## EXTRACTED ENTRIES

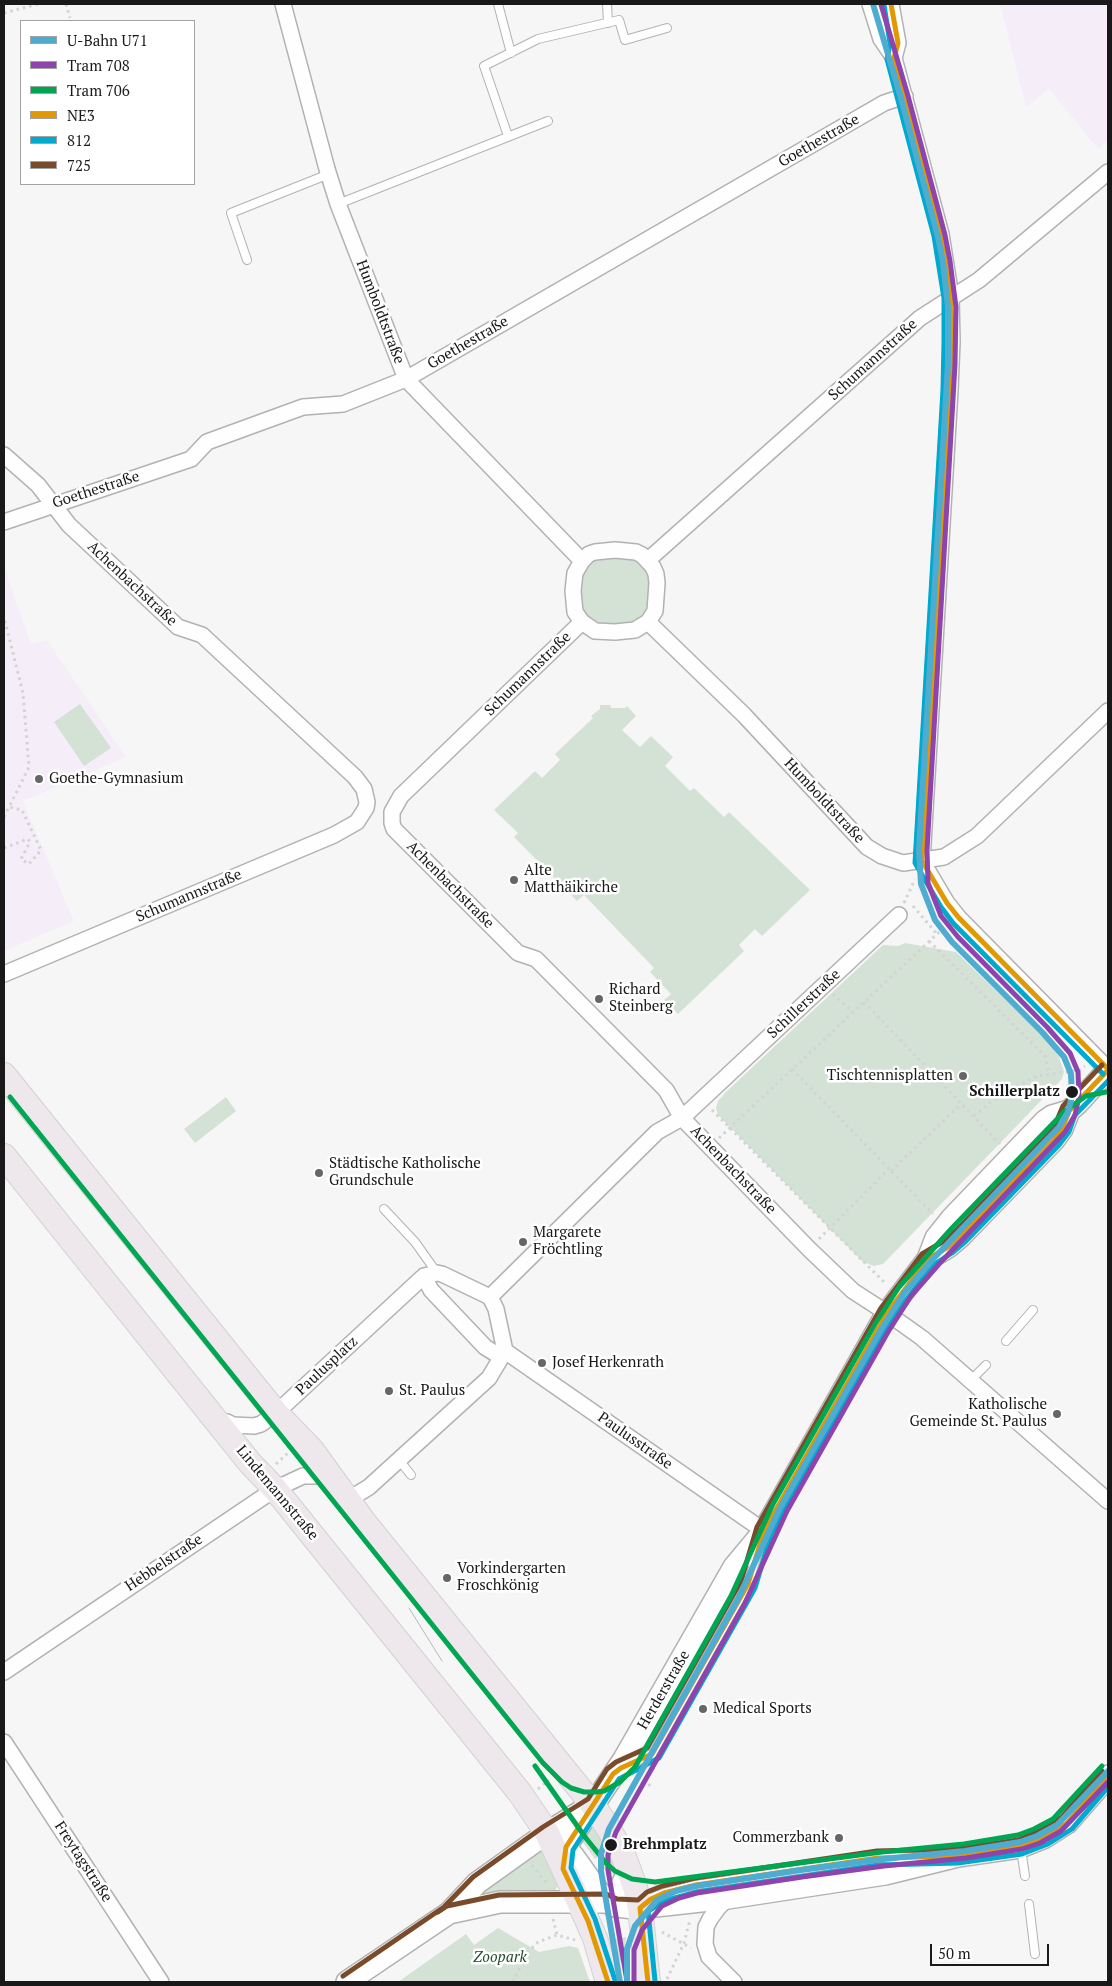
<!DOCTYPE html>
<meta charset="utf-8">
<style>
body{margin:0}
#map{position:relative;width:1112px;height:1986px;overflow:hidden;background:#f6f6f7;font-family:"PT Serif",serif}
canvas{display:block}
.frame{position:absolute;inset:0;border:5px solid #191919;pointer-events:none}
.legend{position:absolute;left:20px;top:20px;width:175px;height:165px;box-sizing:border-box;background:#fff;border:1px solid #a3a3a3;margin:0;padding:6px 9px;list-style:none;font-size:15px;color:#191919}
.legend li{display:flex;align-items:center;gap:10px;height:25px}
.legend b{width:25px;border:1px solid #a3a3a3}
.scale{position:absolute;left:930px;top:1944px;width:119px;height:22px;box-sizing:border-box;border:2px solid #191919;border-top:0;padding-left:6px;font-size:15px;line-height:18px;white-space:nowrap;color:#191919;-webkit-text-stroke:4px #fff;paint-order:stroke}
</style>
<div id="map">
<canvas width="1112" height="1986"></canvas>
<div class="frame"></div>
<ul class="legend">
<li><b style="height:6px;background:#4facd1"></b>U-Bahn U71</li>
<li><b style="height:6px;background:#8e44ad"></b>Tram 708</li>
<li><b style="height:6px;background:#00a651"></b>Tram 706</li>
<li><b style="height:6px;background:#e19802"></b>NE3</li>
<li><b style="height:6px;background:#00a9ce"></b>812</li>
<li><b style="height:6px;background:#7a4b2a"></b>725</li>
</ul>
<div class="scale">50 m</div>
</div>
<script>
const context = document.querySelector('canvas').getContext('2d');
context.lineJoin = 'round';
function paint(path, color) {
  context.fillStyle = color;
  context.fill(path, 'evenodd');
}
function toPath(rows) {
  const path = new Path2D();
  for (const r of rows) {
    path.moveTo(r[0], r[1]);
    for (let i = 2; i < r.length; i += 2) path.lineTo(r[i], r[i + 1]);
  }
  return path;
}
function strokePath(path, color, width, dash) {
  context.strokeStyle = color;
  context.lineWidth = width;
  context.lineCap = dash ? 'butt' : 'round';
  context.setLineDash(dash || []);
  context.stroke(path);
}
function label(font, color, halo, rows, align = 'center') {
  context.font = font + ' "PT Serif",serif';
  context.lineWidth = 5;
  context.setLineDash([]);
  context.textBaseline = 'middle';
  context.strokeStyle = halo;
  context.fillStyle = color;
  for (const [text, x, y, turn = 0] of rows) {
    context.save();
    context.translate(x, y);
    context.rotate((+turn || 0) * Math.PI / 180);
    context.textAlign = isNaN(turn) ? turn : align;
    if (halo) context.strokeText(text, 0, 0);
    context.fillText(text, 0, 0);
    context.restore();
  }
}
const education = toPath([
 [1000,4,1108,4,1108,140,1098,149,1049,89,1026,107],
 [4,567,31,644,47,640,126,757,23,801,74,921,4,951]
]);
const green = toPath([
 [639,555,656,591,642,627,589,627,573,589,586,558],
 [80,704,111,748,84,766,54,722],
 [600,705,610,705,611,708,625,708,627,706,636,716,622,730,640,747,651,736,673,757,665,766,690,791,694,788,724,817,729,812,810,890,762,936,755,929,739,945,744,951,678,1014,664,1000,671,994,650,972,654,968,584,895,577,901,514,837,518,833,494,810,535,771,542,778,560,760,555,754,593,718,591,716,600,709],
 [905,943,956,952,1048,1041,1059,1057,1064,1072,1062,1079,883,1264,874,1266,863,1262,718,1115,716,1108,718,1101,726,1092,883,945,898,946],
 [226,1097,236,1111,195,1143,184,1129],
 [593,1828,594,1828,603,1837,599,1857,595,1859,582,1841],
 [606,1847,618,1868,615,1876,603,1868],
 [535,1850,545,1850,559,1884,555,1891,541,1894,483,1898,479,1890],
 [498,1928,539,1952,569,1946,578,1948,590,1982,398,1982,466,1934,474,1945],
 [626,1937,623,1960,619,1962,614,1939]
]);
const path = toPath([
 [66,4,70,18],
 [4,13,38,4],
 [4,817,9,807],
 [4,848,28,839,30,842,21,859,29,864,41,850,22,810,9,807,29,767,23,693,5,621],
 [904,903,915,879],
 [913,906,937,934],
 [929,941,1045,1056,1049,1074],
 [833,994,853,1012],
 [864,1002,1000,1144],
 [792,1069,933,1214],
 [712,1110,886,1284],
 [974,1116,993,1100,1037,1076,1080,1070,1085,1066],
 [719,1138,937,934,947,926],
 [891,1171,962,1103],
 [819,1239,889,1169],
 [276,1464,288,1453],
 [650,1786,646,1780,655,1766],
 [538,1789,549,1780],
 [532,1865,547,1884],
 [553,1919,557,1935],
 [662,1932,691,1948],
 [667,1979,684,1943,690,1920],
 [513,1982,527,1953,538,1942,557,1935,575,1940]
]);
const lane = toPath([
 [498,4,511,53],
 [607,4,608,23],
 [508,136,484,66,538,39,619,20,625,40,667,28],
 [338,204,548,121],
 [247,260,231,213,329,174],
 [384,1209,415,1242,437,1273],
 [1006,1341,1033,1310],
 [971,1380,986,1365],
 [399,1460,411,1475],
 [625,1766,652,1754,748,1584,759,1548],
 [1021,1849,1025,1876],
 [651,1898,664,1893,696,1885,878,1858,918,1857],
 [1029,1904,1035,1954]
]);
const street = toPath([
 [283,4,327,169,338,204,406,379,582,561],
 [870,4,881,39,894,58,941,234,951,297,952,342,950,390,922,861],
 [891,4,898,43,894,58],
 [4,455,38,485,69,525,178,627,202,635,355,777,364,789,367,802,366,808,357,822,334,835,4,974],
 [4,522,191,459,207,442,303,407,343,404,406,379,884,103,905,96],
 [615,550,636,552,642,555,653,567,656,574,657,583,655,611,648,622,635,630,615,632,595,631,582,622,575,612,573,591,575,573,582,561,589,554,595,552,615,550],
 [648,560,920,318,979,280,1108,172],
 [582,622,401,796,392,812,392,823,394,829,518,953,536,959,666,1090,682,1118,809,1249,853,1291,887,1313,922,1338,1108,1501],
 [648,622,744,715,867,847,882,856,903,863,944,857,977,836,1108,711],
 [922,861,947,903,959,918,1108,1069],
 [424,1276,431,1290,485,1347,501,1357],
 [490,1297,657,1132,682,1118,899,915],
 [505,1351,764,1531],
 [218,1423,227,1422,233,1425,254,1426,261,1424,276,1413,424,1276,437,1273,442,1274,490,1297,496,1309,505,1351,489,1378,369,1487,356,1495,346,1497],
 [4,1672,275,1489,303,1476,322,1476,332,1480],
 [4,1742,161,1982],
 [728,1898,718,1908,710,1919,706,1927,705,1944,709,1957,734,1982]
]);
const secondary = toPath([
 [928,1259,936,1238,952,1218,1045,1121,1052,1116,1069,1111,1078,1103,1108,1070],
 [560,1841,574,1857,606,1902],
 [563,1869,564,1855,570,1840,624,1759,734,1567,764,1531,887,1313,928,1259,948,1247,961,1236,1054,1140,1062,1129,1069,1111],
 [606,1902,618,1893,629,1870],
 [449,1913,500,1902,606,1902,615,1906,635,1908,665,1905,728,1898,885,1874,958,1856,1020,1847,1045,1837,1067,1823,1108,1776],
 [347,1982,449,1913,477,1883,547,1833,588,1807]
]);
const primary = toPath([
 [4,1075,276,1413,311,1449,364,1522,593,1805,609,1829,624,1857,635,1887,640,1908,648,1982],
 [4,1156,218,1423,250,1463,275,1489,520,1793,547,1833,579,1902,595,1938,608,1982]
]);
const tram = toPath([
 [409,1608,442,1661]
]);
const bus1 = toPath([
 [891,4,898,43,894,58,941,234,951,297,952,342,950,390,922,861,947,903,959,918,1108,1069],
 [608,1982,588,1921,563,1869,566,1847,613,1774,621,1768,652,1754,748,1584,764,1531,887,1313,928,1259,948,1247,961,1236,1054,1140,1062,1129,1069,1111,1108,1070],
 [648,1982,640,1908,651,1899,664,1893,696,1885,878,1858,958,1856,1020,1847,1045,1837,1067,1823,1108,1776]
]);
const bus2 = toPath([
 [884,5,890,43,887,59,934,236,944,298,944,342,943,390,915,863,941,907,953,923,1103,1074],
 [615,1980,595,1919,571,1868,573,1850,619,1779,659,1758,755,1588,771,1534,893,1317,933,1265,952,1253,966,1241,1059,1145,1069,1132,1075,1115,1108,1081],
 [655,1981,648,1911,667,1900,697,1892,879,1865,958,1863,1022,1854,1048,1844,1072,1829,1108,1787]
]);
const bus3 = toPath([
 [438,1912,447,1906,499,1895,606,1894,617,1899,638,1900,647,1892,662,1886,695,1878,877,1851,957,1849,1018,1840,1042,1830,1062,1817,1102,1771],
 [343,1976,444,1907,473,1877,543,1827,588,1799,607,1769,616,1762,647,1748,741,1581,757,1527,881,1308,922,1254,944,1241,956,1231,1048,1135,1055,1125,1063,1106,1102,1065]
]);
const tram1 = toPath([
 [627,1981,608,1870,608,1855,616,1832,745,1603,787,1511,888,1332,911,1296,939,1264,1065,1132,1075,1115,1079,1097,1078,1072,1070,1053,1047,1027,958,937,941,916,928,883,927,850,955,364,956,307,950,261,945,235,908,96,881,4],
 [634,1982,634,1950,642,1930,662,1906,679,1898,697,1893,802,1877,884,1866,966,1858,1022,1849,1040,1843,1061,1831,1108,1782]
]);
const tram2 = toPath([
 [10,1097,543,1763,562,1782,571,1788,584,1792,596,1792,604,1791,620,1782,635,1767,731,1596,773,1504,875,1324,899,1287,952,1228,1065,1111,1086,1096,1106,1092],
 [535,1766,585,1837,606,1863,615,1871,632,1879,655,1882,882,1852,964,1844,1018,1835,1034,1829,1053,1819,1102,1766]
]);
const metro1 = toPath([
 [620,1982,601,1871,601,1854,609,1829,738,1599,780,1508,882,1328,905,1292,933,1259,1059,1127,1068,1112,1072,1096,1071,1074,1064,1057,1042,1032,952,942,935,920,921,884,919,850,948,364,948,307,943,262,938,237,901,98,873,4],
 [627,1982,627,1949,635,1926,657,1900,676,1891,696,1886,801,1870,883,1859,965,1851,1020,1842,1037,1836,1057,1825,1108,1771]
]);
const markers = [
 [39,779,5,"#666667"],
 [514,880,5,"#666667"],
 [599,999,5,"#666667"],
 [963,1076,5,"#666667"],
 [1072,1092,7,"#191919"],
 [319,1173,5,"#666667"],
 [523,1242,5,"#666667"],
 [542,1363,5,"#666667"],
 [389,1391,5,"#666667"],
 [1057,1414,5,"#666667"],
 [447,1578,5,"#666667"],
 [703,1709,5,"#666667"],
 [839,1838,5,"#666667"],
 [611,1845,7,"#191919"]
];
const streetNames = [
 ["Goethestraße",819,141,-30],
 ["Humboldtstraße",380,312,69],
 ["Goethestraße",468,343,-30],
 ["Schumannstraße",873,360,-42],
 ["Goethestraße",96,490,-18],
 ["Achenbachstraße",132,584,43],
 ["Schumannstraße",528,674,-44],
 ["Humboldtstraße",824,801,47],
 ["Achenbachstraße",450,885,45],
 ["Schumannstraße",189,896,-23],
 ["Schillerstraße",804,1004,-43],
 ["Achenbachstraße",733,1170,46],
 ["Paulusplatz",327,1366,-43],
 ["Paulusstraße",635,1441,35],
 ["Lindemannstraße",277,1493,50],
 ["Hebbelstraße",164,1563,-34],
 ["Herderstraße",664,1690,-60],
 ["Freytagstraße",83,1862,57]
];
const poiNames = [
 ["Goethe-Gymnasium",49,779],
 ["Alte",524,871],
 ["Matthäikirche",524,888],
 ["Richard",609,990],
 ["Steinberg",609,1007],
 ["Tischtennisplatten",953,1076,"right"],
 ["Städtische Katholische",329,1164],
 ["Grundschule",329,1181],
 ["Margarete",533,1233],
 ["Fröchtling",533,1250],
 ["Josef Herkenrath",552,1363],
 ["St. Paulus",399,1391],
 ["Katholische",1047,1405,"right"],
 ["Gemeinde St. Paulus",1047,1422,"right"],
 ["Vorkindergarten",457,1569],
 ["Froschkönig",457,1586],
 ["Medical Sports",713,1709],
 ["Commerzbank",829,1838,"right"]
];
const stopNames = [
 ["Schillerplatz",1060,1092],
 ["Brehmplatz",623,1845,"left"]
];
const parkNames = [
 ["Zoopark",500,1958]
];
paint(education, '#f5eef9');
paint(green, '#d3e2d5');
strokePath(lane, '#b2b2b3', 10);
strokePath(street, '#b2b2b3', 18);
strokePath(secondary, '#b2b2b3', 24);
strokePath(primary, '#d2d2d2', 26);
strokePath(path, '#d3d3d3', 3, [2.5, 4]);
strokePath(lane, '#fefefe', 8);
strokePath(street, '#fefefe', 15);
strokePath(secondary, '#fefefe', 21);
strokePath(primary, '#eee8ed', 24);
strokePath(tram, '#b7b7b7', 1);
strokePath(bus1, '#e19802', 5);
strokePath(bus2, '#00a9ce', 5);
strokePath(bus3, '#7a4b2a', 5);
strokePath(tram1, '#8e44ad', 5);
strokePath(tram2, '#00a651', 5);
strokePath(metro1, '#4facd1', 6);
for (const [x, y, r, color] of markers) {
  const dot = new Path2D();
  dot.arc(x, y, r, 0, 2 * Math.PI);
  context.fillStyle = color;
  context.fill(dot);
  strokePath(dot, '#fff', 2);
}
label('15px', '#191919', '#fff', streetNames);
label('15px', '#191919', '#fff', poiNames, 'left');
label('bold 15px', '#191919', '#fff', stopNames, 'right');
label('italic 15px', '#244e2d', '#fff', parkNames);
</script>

## EXERCISE DESCRIPTION
Every line of the listing that holds "frame" should be found and copied.

## RESULT OF THE TASK
.frame{position:absolute;inset:0;border:5px solid #191919;pointer-events:none}
<div class="frame"></div>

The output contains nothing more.